▶ [AIM OF THE EXERCISE] You are asked to reproduce the listing exactly and to omit its pictures.

....

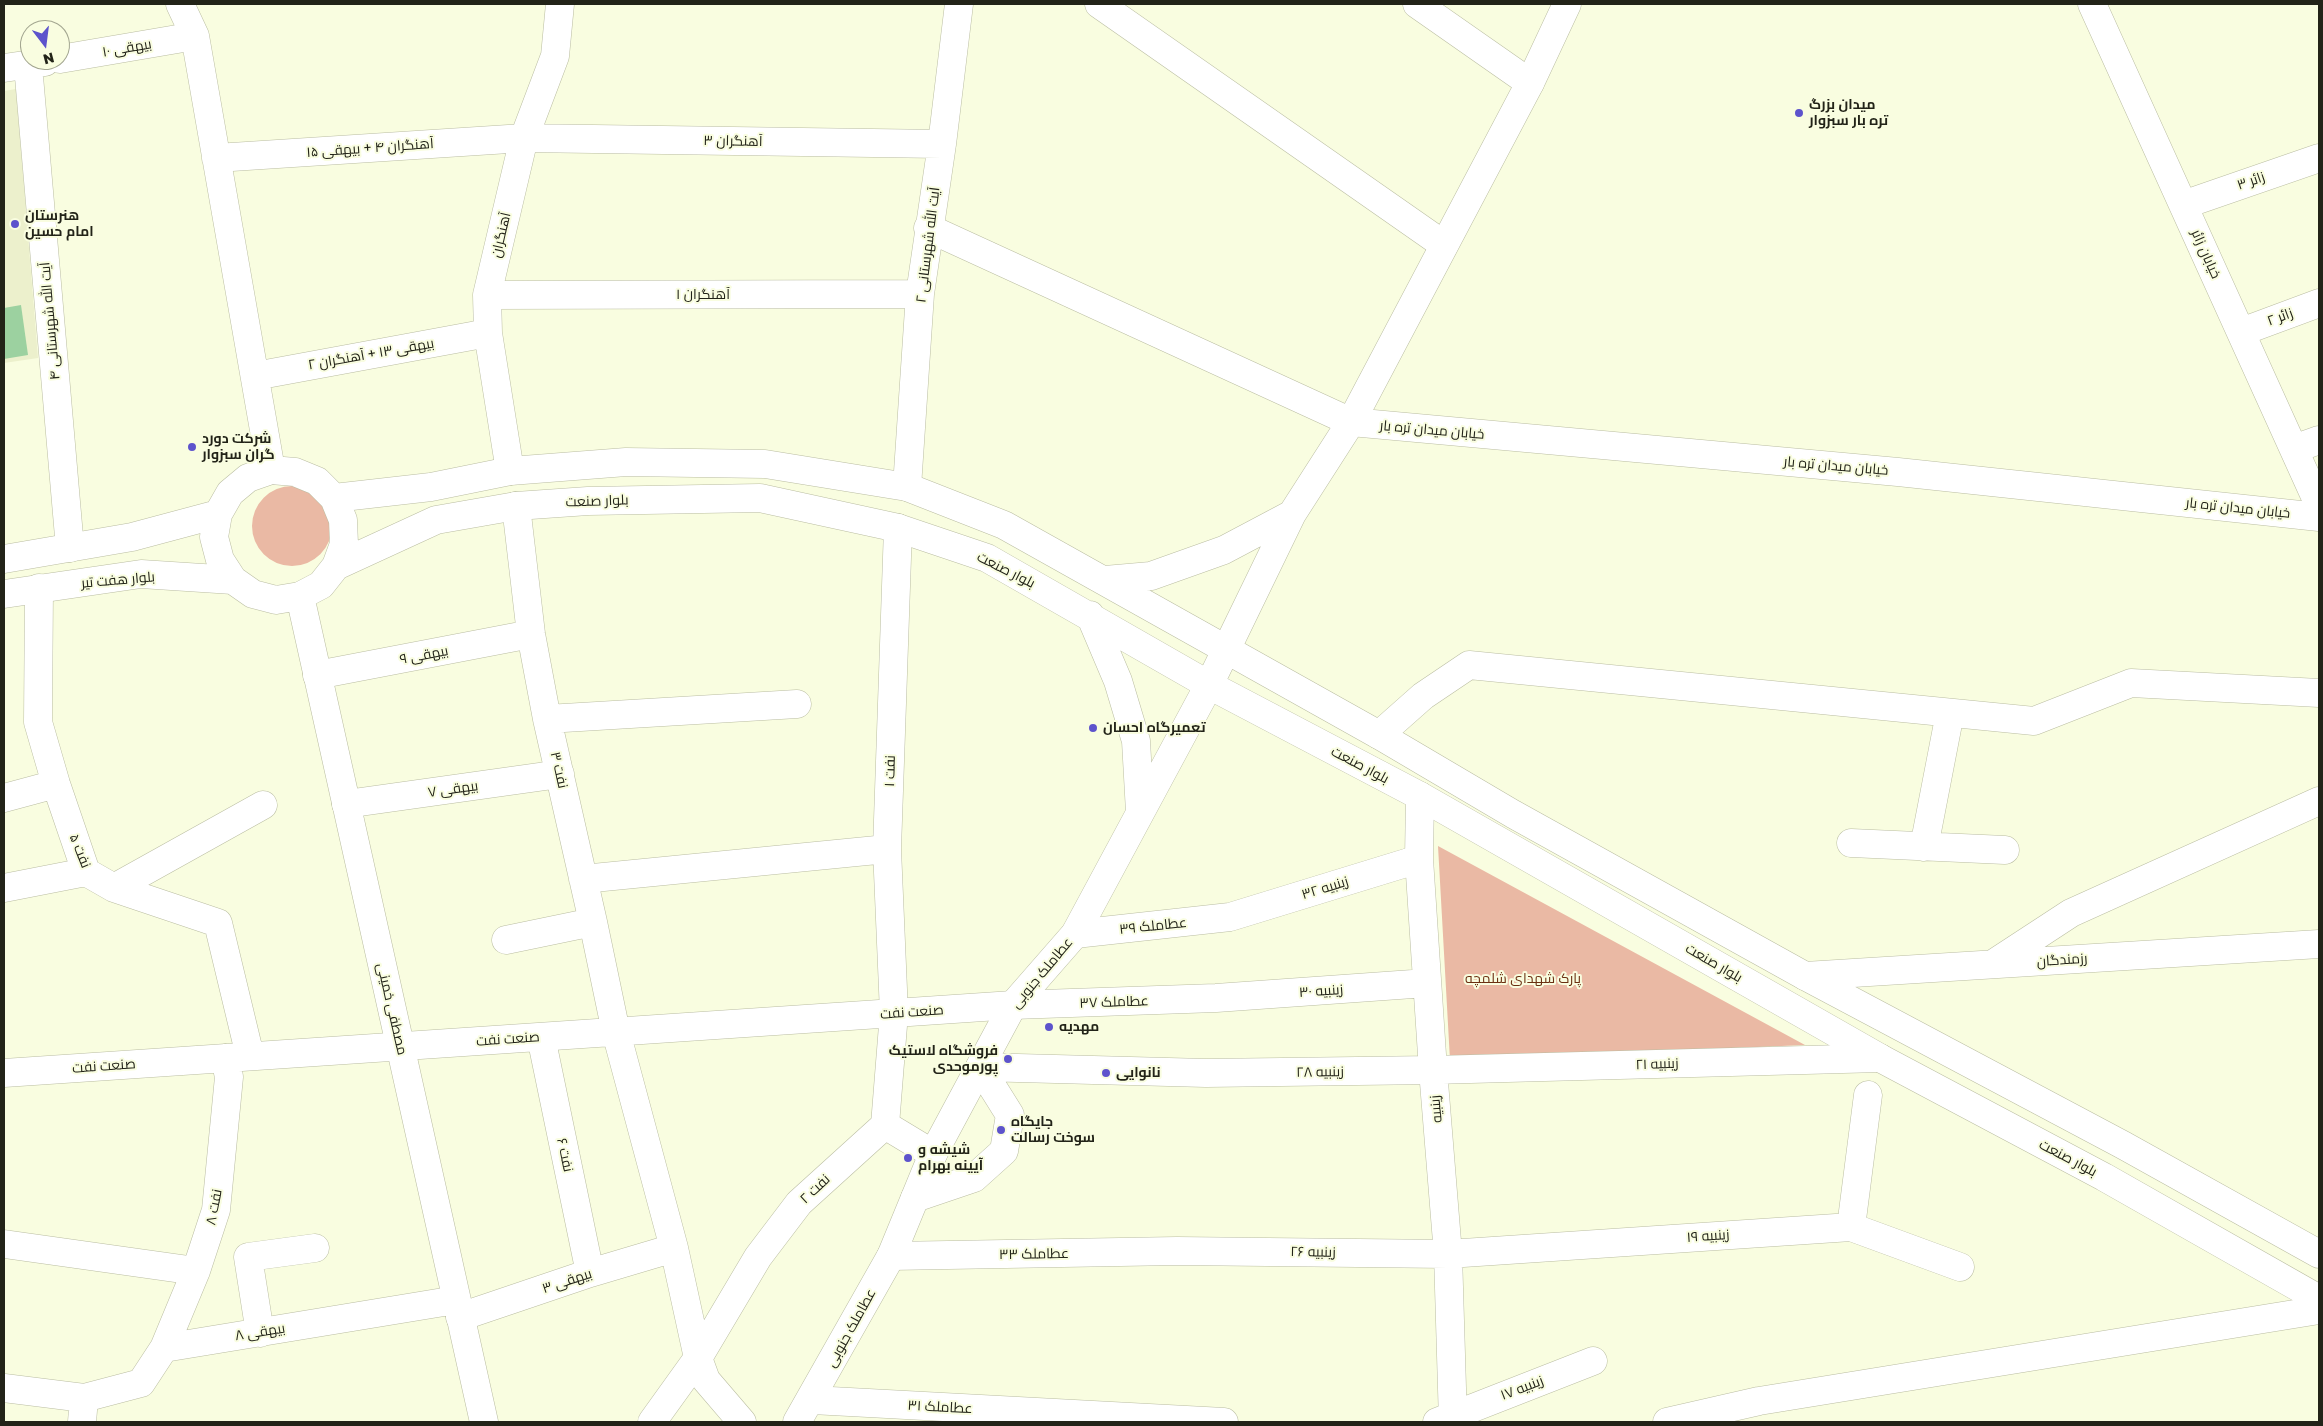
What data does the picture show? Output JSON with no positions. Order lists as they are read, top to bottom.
{
  "streets": {
    "street": [
      "بیهقی ۱۰",
      "آهنگران ۳",
      "آهنگران ۴ + بیهقی ۱۵",
      "زائر ۳",
      "آهنگران",
      "آیت الله شهرستانی ۲",
      "خیابان زائر",
      "آهنگران ۱",
      "زائر ۲",
      "آیت الله شهرستانی ۴",
      "بیهقی ۱۳ + آهنگران ۲",
      "خیابان میدان تره بار",
      "بلوار صنعت",
      "بلوار هفت تیر",
      "بیهقی ۹",
      "نفت ۳",
      "نفت ۱",
      "بیهقی ۷",
      "نفت ۵",
      "زینبیه ۳۲",
      "عطاملک ۳۹",
      "رزمندگان",
      "عطاملک جنوبی",
      "زینبیه ۳۰",
      "عطاملک ۳۷",
      "مصطفی خمینی",
      "صنعت نفت",
      "زینبیه ۲۱",
      "زینبیه ۲۸",
      "زینبیه",
      "نفت ۶",
      "نفت ۲",
      "نفت ۸",
      "زینبیه ۱۹",
      "زینبیه ۲۶",
      "عطاملک ۳۳",
      "بیهقی ۳",
      "بیهقی ۸",
      "زینبیه ۱۷",
      "عطاملک ۳۱"
    ]
  },
  "crossings": [
    ["آهنگران ۳", "آهنگران ۴ + بیهقی ۱۵"],
    ["آهنگران ۳", "آهنگران"],
    ["آهنگران ۳", "آیت الله شهرستانی ۲"],
    ["آهنگران ۴ + بیهقی ۱۵", "آهنگران"],
    ["زائر ۳", "خیابان زائر"],
    ["آهنگران", "آهنگران ۱"],
    ["آهنگران", "بیهقی ۱۳ + آهنگران ۲"],
    ["آیت الله شهرستانی ۲", "آهنگران ۱"],
    ["آیت الله شهرستانی ۲", "خیابان میدان تره بار"],
    ["خیابان زائر", "زائر ۲"],
    ["خیابان میدان تره بار", "عطاملک جنوبی"],
    ["بلوار صنعت", "بلوار هفت تیر"],
    ["بلوار صنعت", "نفت ۳"],
    ["بلوار صنعت", "نفت ۱"],
    ["بلوار صنعت", "عطاملک جنوبی"],
    ["بلوار صنعت", "مصطفی خمینی"],
    ["بلوار صنعت", "زینبیه ۲۱"],
    ["بلوار صنعت", "زینبیه"],
    ["بلوار هفت تیر", "نفت ۵"],
    ["بلوار هفت تیر", "مصطفی خمینی"],
    ["بیهقی ۹", "نفت ۳"],
    ["بیهقی ۹", "مصطفی خمینی"],
    ["نفت ۳", "بیهقی ۷"],
    ["نفت ۳", "صنعت نفت"],
    ["نفت ۳", "نفت ۲"],
    ["نفت ۳", "بیهقی ۳"],
    ["نفت ۱", "صنعت نفت"],
    ["بیهقی ۷", "مصطفی خمینی"],
    ["نفت ۵", "صنعت نفت"],
    ["نفت ۵", "نفت ۸"],
    ["زینبیه ۳۲", "عطاملک ۳۹"],
    ["زینبیه ۳۲", "زینبیه"],
    ["عطاملک ۳۹", "عطاملک جنوبی"],
    ["عطاملک جنوبی", "عطاملک ۳۷"],
    ["عطاملک جنوبی", "صنعت نفت"],
    ["عطاملک جنوبی", "زینبیه ۲۸"],
    ["عطاملک جنوبی", "عطاملک ۳۳"],
    ["عطاملک جنوبی", "عطاملک ۳۱"],
    ["زینبیه ۳۰", "عطاملک ۳۷"],
    ["زینبیه ۳۰", "زینبیه"],
    ["عطاملک ۳۷", "صنعت نفت"],
    ["مصطفی خمینی", "صنعت نفت"],
    ["مصطفی خمینی", "بیهقی ۳"],
    ["مصطفی خمینی", "بیهقی ۸"],
    ["صنعت نفت", "نفت ۶"],
    ["صنعت نفت", "نفت ۸"],
    ["زینبیه ۲۱", "زینبیه ۲۸"],
    ["زینبیه ۲۱", "زینبیه"],
    ["زینبیه ۲۸", "زینبیه"],
    ["زینبیه", "زینبیه ۱۹"],
    ["زینبیه", "زینبیه ۲۶"],
    ["زینبیه", "زینبیه ۱۷"],
    ["نفت ۶", "بیهقی ۳"],
    ["نفت ۸", "بیهقی ۸"],
    ["زینبیه ۱۹", "زینبیه ۲۶"],
    ["زینبیه ۲۶", "عطاملک ۳۳"],
    ["بیهقی ۳", "بیهقی ۸"]
  ],
  "parks": ["پارک شهدای شلمچه"],
  "places": [
    "میدان بزرگ تره بار سبزوار",
    "هنرستان امام حسین",
    "شرکت دورد گران سبزوار",
    "تعمیرگاه احسان",
    "مهدیه",
    "فروشگاه لاستیک پورموحدی",
    "نانوایی",
    "جایگاه سوخت رسالت",
    "شیشه و آیینه بهرام"
  ],
  "north": "bottom"
}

....

▶ [EXERCISE ANSWER]
What data does the picture show? Output JSON with no positions. Order lists as they are read, top to bottom.
{
  "streets": {
    "street": [
      "بیهقی ۱۰",
      "آهنگران ۳",
      "آهنگران ۴ + بیهقی ۱۵",
      "زائر ۳",
      "آهنگران",
      "آیت الله شهرستانی ۲",
      "خیابان زائر",
      "آهنگران ۱",
      "زائر ۲",
      "آیت الله شهرستانی ۴",
      "بیهقی ۱۳ + آهنگران ۲",
      "خیابان میدان تره بار",
      "بلوار صنعت",
      "بلوار هفت تیر",
      "بیهقی ۹",
      "نفت ۳",
      "نفت ۱",
      "بیهقی ۷",
      "نفت ۵",
      "زینبیه ۳۲",
      "عطاملک ۳۹",
      "رزمندگان",
      "عطاملک جنوبی",
      "زینبیه ۳۰",
      "عطاملک ۳۷",
      "مصطفی خمینی",
      "صنعت نفت",
      "زینبیه ۲۱",
      "زینبیه ۲۸",
      "زینبیه",
      "نفت ۶",
      "نفت ۲",
      "نفت ۸",
      "زینبیه ۱۹",
      "زینبیه ۲۶",
      "عطاملک ۳۳",
      "بیهقی ۳",
      "بیهقی ۸",
      "زینبیه ۱۷",
      "عطاملک ۳۱"
    ]
  },
  "crossings": [
    ["آهنگران ۳", "آهنگران ۴ + بیهقی ۱۵"],
    ["آهنگران ۳", "آهنگران"],
    ["آهنگران ۳", "آیت الله شهرستانی ۲"],
    ["آهنگران ۴ + بیهقی ۱۵", "آهنگران"],
    ["زائر ۳", "خیابان زائر"],
    ["آهنگران", "آهنگران ۱"],
    ["آهنگران", "بیهقی ۱۳ + آهنگران ۲"],
    ["آیت الله شهرستانی ۲", "آهنگران ۱"],
    ["آیت الله شهرستانی ۲", "خیابان میدان تره بار"],
    ["خیابان زائر", "زائر ۲"],
    ["خیابان میدان تره بار", "عطاملک جنوبی"],
    ["بلوار صنعت", "بلوار هفت تیر"],
    ["بلوار صنعت", "نفت ۳"],
    ["بلوار صنعت", "نفت ۱"],
    ["بلوار صنعت", "عطاملک جنوبی"],
    ["بلوار صنعت", "مصطفی خمینی"],
    ["بلوار صنعت", "زینبیه ۲۱"],
    ["بلوار صنعت", "زینبیه"],
    ["بلوار هفت تیر", "نفت ۵"],
    ["بلوار هفت تیر", "مصطفی خمینی"],
    ["بیهقی ۹", "نفت ۳"],
    ["بیهقی ۹", "مصطفی خمینی"],
    ["نفت ۳", "بیهقی ۷"],
    ["نفت ۳", "صنعت نفت"],
    ["نفت ۳", "نفت ۲"],
    ["نفت ۳", "بیهقی ۳"],
    ["نفت ۱", "صنعت نفت"],
    ["بیهقی ۷", "مصطفی خمینی"],
    ["نفت ۵", "صنعت نفت"],
    ["نفت ۵", "نفت ۸"],
    ["زینبیه ۳۲", "عطاملک ۳۹"],
    ["زینبیه ۳۲", "زینبیه"],
    ["عطاملک ۳۹", "عطاملک جنوبی"],
    ["عطاملک جنوبی", "عطاملک ۳۷"],
    ["عطاملک جنوبی", "صنعت نفت"],
    ["عطاملک جنوبی", "زینبیه ۲۸"],
    ["عطاملک جنوبی", "عطاملک ۳۳"],
    ["عطاملک جنوبی", "عطاملک ۳۱"],
    ["زینبیه ۳۰", "عطاملک ۳۷"],
    ["زینبیه ۳۰", "زینبیه"],
    ["عطاملک ۳۷", "صنعت نفت"],
    ["مصطفی خمینی", "صنعت نفت"],
    ["مصطفی خمینی", "بیهقی ۳"],
    ["مصطفی خمینی", "بیهقی ۸"],
    ["صنعت نفت", "نفت ۶"],
    ["صنعت نفت", "نفت ۸"],
    ["زینبیه ۲۱", "زینبیه ۲۸"],
    ["زینبیه ۲۱", "زینبیه"],
    ["زینبیه ۲۸", "زینبیه"],
    ["زینبیه", "زینبیه ۱۹"],
    ["زینبیه", "زینبیه ۲۶"],
    ["زینبیه", "زینبیه ۱۷"],
    ["نفت ۶", "بیهقی ۳"],
    ["نفت ۸", "بیهقی ۸"],
    ["زینبیه ۱۹", "زینبیه ۲۶"],
    ["زینبیه ۲۶", "عطاملک ۳۳"],
    ["بیهقی ۳", "بیهقی ۸"]
  ],
  "parks": ["پارک شهدای شلمچه"],
  "places": [
    "میدان بزرگ تره بار سبزوار",
    "هنرستان امام حسین",
    "شرکت دورد گران سبزوار",
    "تعمیرگاه احسان",
    "مهدیه",
    "فروشگاه لاستیک پورموحدی",
    "نانوایی",
    "جایگاه سوخت رسالت",
    "شیشه و آیینه بهرام"
  ],
  "north": "bottom"
}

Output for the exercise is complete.